This comforting braised stuffed cabbage is slow-cooked for 60 minutes in a rich tomato sauce for a perfect family-friendly dinner. Tender cabbage leaves are wrapped around a savory beef and rice filling, absorbing the sweet and tangy tomato broth as they simmer. Serve this classic homestyle dish warm with a dollop of sour cream.
Bring a large pot of salted water to a boil. Carefully remove the core from the cabbage head using a sharp knife, then submerge the whole cabbage in the boiling water for 5 to 8 minutes until the outer leaves soften and peel away easily.

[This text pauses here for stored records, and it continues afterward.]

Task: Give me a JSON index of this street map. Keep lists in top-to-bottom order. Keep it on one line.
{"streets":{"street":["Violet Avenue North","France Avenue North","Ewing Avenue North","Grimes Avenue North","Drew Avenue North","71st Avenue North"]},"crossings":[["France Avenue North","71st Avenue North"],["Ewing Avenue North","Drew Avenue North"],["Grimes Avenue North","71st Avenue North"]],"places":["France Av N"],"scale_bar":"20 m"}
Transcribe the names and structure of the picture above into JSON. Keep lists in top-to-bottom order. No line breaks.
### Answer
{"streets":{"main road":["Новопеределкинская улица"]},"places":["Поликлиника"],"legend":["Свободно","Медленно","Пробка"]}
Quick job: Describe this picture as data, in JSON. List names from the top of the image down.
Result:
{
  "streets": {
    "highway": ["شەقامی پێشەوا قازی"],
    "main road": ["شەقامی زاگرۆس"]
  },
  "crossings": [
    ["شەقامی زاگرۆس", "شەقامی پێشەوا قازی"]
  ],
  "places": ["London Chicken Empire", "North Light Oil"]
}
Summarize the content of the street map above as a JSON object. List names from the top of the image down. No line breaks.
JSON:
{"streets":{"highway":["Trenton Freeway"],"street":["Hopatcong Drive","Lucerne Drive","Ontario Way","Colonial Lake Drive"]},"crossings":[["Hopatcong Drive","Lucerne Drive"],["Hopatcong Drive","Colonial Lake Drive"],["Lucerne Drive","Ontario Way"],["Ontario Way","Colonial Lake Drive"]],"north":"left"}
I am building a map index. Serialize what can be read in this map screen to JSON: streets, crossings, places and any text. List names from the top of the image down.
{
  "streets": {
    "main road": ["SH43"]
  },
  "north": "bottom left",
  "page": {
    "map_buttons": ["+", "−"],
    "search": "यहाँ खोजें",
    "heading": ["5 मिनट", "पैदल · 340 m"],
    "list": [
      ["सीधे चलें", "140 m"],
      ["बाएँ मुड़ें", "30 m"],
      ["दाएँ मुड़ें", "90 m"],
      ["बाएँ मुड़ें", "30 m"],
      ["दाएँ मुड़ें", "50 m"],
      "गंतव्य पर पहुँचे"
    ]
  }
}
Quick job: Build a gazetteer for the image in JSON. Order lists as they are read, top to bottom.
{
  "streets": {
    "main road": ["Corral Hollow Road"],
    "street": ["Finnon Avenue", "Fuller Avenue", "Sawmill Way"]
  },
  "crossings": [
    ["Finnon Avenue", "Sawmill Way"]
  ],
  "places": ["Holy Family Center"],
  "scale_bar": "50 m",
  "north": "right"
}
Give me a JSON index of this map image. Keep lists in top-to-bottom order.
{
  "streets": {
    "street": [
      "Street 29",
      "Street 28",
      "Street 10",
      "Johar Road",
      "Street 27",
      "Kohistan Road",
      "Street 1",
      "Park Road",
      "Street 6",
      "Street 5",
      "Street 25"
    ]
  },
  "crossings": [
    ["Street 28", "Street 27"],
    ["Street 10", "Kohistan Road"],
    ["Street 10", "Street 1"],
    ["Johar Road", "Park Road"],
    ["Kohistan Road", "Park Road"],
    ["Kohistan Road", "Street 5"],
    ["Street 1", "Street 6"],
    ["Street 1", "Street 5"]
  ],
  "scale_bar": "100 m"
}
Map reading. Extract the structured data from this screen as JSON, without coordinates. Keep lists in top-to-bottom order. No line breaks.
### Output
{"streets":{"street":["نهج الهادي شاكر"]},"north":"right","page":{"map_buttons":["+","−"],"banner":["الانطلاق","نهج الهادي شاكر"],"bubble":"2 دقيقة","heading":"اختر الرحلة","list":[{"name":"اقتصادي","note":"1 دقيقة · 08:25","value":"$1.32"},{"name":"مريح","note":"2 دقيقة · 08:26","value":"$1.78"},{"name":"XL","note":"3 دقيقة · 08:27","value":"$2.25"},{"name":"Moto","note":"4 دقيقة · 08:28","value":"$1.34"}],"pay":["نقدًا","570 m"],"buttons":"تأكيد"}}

Gently peel off 12 large leaves from the cabbage, placing them on paper towels to drain. Use a paring knife to shave down the thick center vein on the back of each leaf so they roll up easily without breaking.
In a large bowl, combine the ground beef, cooked white rice, chopped onion, minced garlic, egg, dried oregano, salt, and black pepper. Mix thoroughly with your hands until the ingredients are fully incorporated and hold together well.
Lay a cabbage leaf flat on a clean surface with the stem end facing you. Place about 3 tablespoons of the beef mixture in the center, fold the bottom up, tuck in the sides, and roll tightly toward the top.
In a medium bowl, whisk together the tomato sauce, crushed tomatoes, brown sugar, and lemon juice to create a sweet and tangy braising liquid. Spread a thin layer of this sauce across the bottom of a large Dutch oven.
Arrange the cabbage rolls seam-side down in the Dutch oven, fitting them snugly together in a single or double layer. Pour the remaining tomato sauce evenly over the top, ensuring all the rolls are well coated.
Place the Dutch oven over medium heat and bring the liquid to a gentle simmer. Cover tightly with a lid, reduce the heat to low, and cook for 60 minutes until the cabbage is tender and the meat filling is fully cooked through.
Let the dish rest for 5 minutes before serving to allow the sauce to settle. Plate the rolls warm, spooning the rich tomato sauce generously over the top, and garnish with fresh dill and a dollop of sour cream if desired.